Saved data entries
- - -
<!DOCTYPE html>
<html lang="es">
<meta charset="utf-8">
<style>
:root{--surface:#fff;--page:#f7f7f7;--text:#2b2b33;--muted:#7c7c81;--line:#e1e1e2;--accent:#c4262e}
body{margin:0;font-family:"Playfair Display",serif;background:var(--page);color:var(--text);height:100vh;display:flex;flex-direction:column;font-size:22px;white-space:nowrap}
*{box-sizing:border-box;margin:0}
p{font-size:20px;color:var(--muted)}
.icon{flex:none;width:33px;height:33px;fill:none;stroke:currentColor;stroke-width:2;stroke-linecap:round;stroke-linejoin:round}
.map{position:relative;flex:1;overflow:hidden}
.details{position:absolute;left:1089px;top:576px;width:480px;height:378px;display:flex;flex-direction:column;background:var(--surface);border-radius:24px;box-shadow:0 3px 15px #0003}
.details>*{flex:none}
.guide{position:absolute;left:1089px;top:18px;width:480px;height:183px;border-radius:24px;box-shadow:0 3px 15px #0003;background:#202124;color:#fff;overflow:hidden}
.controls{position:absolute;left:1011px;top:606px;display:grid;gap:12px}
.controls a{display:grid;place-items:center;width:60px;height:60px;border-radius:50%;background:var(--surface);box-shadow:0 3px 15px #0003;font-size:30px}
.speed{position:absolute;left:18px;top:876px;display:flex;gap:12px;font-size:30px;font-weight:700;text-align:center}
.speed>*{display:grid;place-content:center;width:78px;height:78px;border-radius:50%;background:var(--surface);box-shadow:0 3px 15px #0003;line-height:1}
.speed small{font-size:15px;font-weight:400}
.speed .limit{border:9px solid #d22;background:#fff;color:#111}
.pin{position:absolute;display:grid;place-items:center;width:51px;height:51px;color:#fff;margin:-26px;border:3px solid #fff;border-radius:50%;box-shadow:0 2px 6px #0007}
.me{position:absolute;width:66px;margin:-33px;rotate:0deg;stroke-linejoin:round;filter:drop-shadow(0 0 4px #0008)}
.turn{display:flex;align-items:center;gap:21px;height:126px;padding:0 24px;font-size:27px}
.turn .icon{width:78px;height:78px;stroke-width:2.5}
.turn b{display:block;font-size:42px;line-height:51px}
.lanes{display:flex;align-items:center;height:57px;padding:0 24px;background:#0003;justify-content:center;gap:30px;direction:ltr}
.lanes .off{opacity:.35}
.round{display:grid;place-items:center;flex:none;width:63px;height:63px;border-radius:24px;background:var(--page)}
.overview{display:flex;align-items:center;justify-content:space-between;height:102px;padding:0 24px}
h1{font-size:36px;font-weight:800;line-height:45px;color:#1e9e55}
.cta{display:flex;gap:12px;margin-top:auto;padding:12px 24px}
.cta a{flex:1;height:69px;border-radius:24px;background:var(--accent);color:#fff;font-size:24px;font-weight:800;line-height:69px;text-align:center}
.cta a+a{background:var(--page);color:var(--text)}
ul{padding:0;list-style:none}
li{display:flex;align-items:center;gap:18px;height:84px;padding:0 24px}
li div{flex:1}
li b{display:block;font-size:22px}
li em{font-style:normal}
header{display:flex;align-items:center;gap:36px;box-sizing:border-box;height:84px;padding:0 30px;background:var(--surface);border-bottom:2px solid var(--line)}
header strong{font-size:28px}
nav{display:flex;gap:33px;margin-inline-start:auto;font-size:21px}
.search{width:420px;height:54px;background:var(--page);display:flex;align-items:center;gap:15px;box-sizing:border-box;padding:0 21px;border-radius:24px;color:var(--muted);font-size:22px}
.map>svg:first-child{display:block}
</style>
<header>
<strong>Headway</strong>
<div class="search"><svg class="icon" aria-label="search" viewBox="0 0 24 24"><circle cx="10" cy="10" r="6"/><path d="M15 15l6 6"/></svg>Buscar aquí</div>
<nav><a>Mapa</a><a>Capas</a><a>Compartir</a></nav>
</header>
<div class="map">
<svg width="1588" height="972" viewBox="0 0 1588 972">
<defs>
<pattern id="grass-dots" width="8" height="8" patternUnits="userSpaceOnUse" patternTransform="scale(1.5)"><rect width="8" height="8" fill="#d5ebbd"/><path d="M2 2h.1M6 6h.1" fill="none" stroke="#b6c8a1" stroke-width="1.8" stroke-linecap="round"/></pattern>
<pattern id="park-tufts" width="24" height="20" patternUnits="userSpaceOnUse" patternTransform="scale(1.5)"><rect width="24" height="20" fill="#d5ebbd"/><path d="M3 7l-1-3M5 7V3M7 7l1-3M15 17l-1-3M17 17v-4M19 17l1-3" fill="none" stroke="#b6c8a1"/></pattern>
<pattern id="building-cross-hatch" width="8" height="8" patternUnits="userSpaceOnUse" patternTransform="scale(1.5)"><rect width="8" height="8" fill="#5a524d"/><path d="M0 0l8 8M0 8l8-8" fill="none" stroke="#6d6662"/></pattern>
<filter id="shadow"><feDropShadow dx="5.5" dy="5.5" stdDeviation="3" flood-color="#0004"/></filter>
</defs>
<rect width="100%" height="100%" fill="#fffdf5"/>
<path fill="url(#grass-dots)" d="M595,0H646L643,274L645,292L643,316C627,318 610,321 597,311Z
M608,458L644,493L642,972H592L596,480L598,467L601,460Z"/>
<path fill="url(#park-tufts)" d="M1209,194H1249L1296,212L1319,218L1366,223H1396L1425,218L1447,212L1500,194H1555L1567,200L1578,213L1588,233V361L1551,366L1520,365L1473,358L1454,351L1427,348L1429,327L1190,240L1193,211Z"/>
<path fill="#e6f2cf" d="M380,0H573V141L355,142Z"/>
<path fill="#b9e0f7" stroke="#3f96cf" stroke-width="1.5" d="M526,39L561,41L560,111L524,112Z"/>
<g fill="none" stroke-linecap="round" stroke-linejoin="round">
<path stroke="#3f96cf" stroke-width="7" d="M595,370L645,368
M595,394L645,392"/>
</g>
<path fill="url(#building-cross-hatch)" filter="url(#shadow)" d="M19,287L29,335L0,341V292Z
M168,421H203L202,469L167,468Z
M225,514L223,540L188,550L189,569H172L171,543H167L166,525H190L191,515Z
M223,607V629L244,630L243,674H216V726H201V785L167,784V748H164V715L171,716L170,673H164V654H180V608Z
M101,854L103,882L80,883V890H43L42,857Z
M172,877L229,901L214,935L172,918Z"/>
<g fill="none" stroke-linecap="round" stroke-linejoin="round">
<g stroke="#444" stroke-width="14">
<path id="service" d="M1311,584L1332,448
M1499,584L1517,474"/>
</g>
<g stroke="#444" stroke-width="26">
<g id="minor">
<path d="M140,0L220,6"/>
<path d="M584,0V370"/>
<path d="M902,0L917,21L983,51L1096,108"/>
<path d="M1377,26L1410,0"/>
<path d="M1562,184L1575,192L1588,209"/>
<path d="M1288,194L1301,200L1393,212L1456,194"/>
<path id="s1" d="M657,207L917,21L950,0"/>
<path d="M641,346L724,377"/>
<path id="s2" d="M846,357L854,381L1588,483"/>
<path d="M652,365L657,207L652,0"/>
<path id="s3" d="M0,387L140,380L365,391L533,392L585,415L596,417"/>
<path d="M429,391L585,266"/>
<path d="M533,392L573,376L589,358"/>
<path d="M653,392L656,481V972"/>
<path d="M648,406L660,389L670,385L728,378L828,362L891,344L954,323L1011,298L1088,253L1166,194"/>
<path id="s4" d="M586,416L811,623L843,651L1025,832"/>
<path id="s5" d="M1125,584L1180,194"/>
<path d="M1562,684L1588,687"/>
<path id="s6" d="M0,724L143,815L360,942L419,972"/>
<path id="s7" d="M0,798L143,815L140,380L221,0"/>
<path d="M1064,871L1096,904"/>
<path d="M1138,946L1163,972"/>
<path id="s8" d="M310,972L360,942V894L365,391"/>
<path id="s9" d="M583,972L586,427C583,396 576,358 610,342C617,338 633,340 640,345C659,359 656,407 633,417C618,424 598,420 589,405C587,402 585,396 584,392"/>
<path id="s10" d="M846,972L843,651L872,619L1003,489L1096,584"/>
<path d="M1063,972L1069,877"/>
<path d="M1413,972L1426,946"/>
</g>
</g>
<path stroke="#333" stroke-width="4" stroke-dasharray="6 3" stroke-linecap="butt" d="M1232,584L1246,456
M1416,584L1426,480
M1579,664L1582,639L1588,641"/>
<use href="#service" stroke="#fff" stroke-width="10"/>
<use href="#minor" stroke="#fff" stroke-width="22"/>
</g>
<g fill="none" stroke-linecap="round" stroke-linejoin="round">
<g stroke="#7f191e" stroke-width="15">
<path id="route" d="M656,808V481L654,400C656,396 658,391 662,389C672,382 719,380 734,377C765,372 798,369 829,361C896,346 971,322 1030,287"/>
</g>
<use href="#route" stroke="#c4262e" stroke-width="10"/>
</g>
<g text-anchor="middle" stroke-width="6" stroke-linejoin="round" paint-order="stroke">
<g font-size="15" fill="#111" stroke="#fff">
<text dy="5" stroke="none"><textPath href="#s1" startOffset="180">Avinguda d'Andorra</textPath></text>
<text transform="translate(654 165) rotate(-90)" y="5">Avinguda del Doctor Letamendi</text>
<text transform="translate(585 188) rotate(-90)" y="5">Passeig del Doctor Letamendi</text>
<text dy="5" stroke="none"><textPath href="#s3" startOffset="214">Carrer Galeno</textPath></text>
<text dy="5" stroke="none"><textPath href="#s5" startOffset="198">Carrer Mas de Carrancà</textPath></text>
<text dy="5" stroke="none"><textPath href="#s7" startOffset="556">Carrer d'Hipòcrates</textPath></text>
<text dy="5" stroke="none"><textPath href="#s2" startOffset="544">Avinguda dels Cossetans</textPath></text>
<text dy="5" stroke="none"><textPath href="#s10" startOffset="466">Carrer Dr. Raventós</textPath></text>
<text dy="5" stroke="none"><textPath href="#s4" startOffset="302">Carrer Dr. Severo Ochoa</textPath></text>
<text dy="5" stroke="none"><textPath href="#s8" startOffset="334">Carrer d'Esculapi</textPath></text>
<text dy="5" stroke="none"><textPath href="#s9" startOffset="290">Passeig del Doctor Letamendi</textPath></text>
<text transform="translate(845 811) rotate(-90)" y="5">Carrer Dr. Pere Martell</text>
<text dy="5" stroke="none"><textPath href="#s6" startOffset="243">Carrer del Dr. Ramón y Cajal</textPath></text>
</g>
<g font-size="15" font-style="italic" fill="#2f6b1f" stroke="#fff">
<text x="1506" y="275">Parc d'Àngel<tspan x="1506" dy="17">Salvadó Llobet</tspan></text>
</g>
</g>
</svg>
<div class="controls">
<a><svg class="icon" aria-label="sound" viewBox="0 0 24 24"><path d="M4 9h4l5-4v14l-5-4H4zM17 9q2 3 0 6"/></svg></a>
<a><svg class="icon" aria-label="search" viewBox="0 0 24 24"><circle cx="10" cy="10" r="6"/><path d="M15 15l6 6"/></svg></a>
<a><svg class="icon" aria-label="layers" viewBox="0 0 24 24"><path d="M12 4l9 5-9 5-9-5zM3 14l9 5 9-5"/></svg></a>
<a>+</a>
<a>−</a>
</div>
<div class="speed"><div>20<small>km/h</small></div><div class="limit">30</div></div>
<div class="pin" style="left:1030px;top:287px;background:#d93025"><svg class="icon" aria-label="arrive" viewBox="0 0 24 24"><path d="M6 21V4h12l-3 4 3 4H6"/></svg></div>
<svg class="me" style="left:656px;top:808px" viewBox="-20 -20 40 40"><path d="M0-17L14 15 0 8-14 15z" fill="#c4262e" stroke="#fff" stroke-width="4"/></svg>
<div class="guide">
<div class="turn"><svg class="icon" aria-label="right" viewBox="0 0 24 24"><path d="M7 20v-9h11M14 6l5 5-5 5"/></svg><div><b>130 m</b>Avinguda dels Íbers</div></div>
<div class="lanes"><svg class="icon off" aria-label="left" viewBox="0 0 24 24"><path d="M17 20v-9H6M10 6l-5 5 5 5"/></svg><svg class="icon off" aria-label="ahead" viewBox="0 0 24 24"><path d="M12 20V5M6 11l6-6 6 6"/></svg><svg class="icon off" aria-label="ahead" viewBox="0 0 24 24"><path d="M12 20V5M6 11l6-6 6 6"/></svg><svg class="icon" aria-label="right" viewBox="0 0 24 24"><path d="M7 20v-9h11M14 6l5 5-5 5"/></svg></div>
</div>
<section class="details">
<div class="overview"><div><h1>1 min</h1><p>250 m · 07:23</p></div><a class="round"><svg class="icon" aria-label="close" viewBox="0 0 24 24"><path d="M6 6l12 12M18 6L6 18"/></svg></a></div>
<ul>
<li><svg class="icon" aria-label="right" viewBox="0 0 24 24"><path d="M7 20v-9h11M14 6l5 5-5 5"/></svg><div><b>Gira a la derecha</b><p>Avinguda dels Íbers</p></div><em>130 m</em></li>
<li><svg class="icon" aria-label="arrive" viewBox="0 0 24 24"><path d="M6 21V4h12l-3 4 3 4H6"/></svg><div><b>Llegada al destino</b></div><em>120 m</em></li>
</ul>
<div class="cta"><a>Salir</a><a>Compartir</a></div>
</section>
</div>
- - -
_Task objective_:
Among the lines above, find the ones containing "controls" and copy them.

_Exercise answer_:
.controls{position:absolute;left:1011px;top:606px;display:grid;gap:12px}
.controls a{display:grid;place-items:center;width:60px;height:60px;border-radius:50%;background:var(--surface);box-shadow:0 3px 15px #0003;font-size:30px}
<div class="controls">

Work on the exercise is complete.